◆ **Try it**:
Copy the line with "M785 701 791" and all lines following it through the last line of the entries, exactly as written.

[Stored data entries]
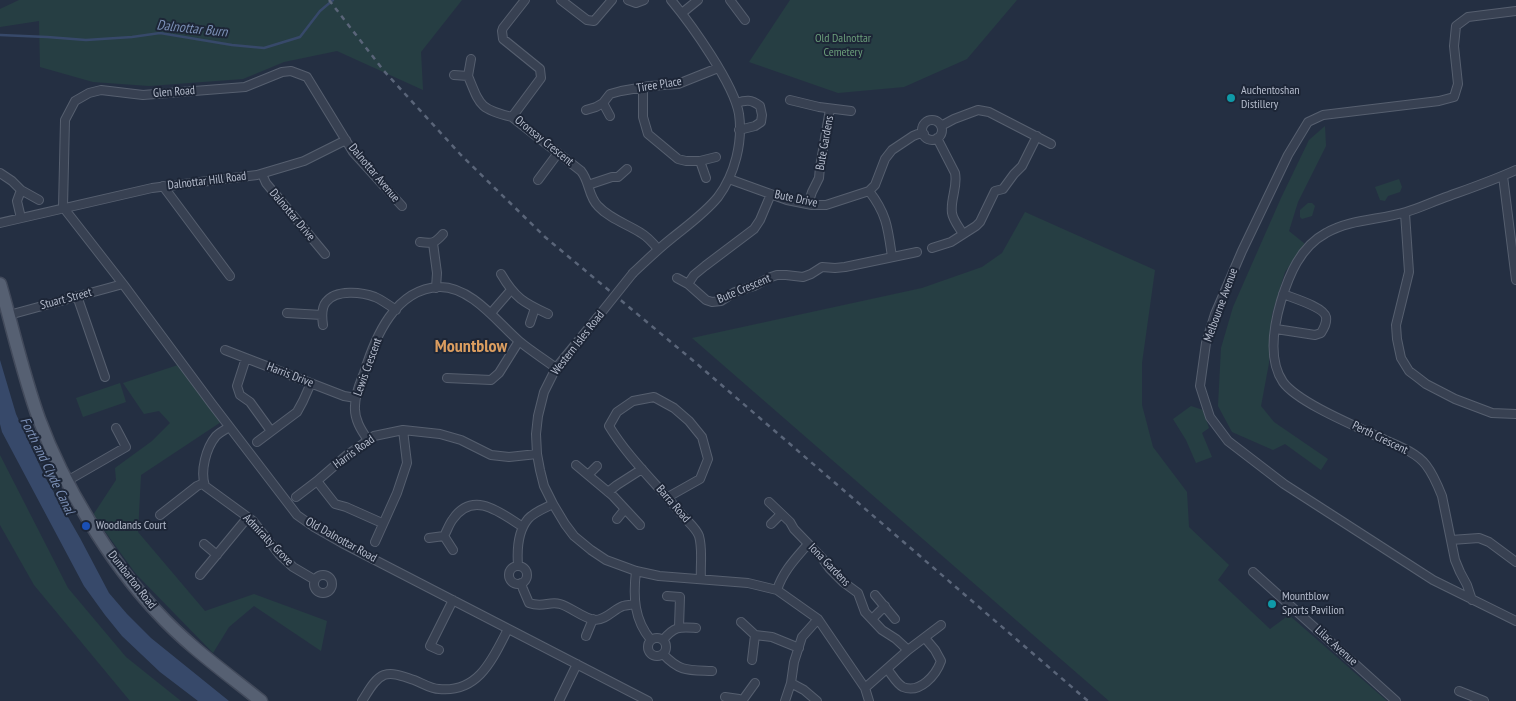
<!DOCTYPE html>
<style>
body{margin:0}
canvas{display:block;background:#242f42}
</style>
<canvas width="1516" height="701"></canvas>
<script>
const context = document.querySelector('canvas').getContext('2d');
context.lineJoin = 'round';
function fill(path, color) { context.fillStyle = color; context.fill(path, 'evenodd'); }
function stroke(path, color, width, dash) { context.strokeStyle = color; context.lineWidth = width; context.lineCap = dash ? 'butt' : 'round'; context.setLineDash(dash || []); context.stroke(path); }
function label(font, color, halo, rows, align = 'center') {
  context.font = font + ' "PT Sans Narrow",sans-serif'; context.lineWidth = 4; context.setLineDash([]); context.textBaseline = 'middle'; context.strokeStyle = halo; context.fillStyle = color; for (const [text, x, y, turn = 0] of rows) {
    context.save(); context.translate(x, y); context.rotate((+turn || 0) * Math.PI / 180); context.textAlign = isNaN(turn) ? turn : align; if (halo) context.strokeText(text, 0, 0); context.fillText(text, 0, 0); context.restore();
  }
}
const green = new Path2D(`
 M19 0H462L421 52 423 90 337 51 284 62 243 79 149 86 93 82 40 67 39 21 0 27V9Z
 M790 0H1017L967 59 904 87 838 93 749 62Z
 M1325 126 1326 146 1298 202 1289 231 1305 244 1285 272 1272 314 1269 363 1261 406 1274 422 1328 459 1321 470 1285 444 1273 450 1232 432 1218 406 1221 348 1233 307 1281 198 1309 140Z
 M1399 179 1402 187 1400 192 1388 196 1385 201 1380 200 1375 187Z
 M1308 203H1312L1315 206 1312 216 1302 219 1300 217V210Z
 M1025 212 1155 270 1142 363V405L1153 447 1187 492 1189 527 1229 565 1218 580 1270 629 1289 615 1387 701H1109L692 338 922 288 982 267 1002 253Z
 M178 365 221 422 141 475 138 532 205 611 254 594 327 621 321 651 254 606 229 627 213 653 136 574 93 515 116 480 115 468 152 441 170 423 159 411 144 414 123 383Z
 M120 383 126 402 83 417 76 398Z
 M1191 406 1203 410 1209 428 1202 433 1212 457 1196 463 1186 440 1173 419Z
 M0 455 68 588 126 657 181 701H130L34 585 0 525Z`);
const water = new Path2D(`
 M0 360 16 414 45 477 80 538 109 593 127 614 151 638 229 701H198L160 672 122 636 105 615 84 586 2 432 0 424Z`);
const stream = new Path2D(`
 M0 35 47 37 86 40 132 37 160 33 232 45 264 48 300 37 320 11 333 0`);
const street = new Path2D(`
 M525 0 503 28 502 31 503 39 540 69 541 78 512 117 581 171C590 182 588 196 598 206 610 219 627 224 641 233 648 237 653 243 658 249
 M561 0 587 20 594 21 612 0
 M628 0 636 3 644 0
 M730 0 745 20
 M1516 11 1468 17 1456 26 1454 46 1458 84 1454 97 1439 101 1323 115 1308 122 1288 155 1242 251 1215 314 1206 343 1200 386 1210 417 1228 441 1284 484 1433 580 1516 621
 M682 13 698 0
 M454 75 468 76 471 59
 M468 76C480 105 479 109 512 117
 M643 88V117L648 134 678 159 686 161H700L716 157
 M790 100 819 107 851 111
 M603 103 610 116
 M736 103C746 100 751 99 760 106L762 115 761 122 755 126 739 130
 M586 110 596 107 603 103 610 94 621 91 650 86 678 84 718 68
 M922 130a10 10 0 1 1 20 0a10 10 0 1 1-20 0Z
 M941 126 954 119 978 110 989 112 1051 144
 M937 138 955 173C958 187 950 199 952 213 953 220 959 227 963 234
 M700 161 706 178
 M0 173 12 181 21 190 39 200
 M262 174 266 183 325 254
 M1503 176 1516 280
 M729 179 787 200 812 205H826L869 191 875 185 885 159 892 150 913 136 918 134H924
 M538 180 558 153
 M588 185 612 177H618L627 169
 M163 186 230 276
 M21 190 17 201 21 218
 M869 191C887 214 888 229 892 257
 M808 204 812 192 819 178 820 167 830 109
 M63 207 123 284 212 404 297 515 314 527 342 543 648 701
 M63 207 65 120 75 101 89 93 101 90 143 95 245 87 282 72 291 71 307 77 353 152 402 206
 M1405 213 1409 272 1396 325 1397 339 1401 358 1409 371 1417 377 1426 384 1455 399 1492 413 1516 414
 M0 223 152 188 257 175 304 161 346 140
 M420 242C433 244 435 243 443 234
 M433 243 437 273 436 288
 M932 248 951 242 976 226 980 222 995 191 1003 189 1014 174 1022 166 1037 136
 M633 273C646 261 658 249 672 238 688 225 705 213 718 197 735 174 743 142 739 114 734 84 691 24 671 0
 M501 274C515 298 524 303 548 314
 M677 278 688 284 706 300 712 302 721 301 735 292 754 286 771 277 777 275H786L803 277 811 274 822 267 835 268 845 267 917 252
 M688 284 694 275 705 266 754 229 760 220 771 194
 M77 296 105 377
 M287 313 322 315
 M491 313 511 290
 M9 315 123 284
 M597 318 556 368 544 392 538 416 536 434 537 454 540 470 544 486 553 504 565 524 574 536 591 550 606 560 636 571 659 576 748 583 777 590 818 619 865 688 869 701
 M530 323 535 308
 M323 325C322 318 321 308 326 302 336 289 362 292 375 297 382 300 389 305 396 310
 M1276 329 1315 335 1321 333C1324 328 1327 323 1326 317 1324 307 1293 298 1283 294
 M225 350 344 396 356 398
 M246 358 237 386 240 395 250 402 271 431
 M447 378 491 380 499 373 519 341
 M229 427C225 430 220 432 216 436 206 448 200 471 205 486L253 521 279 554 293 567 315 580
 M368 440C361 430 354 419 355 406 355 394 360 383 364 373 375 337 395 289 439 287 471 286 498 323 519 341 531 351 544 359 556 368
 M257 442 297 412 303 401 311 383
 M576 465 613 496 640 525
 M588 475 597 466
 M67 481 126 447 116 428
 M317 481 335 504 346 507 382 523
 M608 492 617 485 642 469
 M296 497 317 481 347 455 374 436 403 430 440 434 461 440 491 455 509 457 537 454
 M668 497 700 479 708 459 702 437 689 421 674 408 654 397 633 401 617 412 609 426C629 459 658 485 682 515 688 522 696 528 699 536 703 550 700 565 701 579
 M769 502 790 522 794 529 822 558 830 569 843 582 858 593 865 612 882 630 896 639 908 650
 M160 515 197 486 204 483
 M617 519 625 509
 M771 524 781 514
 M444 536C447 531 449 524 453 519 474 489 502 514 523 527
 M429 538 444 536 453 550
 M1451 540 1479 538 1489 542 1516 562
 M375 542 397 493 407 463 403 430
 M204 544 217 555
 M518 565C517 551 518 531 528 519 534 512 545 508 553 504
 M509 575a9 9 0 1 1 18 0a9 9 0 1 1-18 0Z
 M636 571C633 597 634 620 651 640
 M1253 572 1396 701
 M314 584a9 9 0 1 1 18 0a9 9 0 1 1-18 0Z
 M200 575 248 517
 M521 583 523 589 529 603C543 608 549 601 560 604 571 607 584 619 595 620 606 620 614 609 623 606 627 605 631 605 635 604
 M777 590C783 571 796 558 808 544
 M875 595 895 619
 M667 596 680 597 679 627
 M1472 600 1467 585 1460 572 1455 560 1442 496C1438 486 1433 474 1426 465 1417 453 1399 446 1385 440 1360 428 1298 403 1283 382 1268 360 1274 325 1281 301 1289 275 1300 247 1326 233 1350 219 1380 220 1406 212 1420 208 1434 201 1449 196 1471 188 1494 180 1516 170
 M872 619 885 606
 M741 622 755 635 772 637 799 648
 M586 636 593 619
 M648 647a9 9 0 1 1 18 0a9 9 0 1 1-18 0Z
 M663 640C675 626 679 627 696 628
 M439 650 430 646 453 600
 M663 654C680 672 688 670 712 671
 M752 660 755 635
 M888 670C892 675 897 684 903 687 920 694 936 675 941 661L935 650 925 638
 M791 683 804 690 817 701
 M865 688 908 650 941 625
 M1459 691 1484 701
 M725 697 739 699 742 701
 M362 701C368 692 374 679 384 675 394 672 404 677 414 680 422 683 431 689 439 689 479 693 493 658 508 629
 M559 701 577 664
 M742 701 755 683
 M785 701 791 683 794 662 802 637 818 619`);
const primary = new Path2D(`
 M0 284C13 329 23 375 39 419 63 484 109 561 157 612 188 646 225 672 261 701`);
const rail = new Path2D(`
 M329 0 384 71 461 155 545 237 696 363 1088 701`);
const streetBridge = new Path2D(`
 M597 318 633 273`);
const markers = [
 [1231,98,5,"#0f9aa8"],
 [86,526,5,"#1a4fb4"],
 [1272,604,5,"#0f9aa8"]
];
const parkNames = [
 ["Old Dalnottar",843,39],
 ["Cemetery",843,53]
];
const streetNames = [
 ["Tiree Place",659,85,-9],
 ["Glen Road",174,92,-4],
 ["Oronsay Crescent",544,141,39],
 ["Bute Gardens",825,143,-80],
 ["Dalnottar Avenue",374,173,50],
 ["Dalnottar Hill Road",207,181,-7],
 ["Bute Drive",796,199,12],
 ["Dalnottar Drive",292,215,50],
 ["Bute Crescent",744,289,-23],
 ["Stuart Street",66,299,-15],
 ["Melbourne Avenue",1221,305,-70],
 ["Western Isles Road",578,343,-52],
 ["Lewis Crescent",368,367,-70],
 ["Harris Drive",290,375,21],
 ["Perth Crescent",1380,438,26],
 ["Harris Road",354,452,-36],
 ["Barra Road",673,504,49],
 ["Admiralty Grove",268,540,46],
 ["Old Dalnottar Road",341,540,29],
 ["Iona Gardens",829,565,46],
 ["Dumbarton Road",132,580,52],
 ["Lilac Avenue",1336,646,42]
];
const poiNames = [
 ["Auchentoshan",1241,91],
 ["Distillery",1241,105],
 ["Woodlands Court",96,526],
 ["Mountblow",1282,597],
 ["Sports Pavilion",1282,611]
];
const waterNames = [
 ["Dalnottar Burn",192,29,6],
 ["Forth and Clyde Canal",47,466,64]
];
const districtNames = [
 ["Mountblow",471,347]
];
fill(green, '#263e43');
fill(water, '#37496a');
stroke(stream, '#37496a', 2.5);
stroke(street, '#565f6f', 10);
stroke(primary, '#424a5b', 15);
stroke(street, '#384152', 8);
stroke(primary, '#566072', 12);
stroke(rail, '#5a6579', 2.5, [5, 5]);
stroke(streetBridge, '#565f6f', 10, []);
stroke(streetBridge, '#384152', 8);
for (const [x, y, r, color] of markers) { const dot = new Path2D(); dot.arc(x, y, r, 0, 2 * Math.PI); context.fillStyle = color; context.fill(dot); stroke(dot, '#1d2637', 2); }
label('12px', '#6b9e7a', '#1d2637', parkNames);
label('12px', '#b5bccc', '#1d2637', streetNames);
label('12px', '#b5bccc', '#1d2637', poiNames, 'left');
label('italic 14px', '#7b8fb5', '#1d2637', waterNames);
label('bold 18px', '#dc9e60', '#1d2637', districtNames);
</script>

◆ **Response to this task**:
 M785 701 791 683 794 662 802 637 818 619`);
const primary = new Path2D(`
 M0 284C13 329 23 375 39 419 63 484 109 561 157 612 188 646 225 672 261 701`);
const rail = new Path2D(`
 M329 0 384 71 461 155 545 237 696 363 1088 701`);
const streetBridge = new Path2D(`
 M597 318 633 273`);
const markers = [
 [1231,98,5,"#0f9aa8"],
 [86,526,5,"#1a4fb4"],
 [1272,604,5,"#0f9aa8"]
];
const parkNames = [
 ["Old Dalnottar",843,39],
 ["Cemetery",843,53]
];
const streetNames = [
 ["Tiree Place",659,85,-9],
 ["Glen Road",174,92,-4],
 ["Oronsay Crescent",544,141,39],
 ["Bute Gardens",825,143,-80],
 ["Dalnottar Avenue",374,173,50],
 ["Dalnottar Hill Road",207,181,-7],
 ["Bute Drive",796,199,12],
 ["Dalnottar Drive",292,215,50],
 ["Bute Crescent",744,289,-23],
 ["Stuart Street",66,299,-15],
 ["Melbourne Avenue",1221,305,-70],
 ["Western Isles Road",578,343,-52],
 ["Lewis Crescent",368,367,-70],
 ["Harris Drive",290,375,21],
 ["Perth Crescent",1380,438,26],
 ["Harris Road",354,452,-36],
 ["Barra Road",673,504,49],
 ["Admiralty Grove",268,540,46],
 ["Old Dalnottar Road",341,540,29],
 ["Iona Gardens",829,565,46],
 ["Dumbarton Road",132,580,52],
 ["Lilac Avenue",1336,646,42]
];
const poiNames = [
 ["Auchentoshan",1241,91],
 ["Distillery",1241,105],
 ["Woodlands Court",96,526],
 ["Mountblow",1282,597],
 ["Sports Pavilion",1282,611]
];
const waterNames = [
 ["Dalnottar Burn",192,29,6],
 ["Forth and Clyde Canal",47,466,64]
];
const districtNames = [
 ["Mountblow",471,347]
];
fill(green, '#263e43');
fill(water, '#37496a');
stroke(stream, '#37496a', 2.5);
stroke(street, '#565f6f', 10);
stroke(primary, '#424a5b', 15);
stroke(street, '#384152', 8);
stroke(primary, '#566072', 12);
stroke(rail, '#5a6579', 2.5, [5, 5]);
stroke(streetBridge, '#565f6f', 10, []);
stroke(streetBridge, '#384152', 8);
for (const [x, y, r, color] of markers) { const dot = new Path2D(); dot.arc(x, y, r, 0, 2 * Math.PI); context.fillStyle = color; context.fill(dot); stroke(dot, '#1d2637', 2); }
label('12px', '#6b9e7a', '#1d2637', parkNames);
label('12px', '#b5bccc', '#1d2637', streetNames);
label('12px', '#b5bccc', '#1d2637', poiNames, 'left');
label('italic 14px', '#7b8fb5', '#1d2637', waterNames);
label('bold 18px', '#dc9e60', '#1d2637', districtNames);
</script>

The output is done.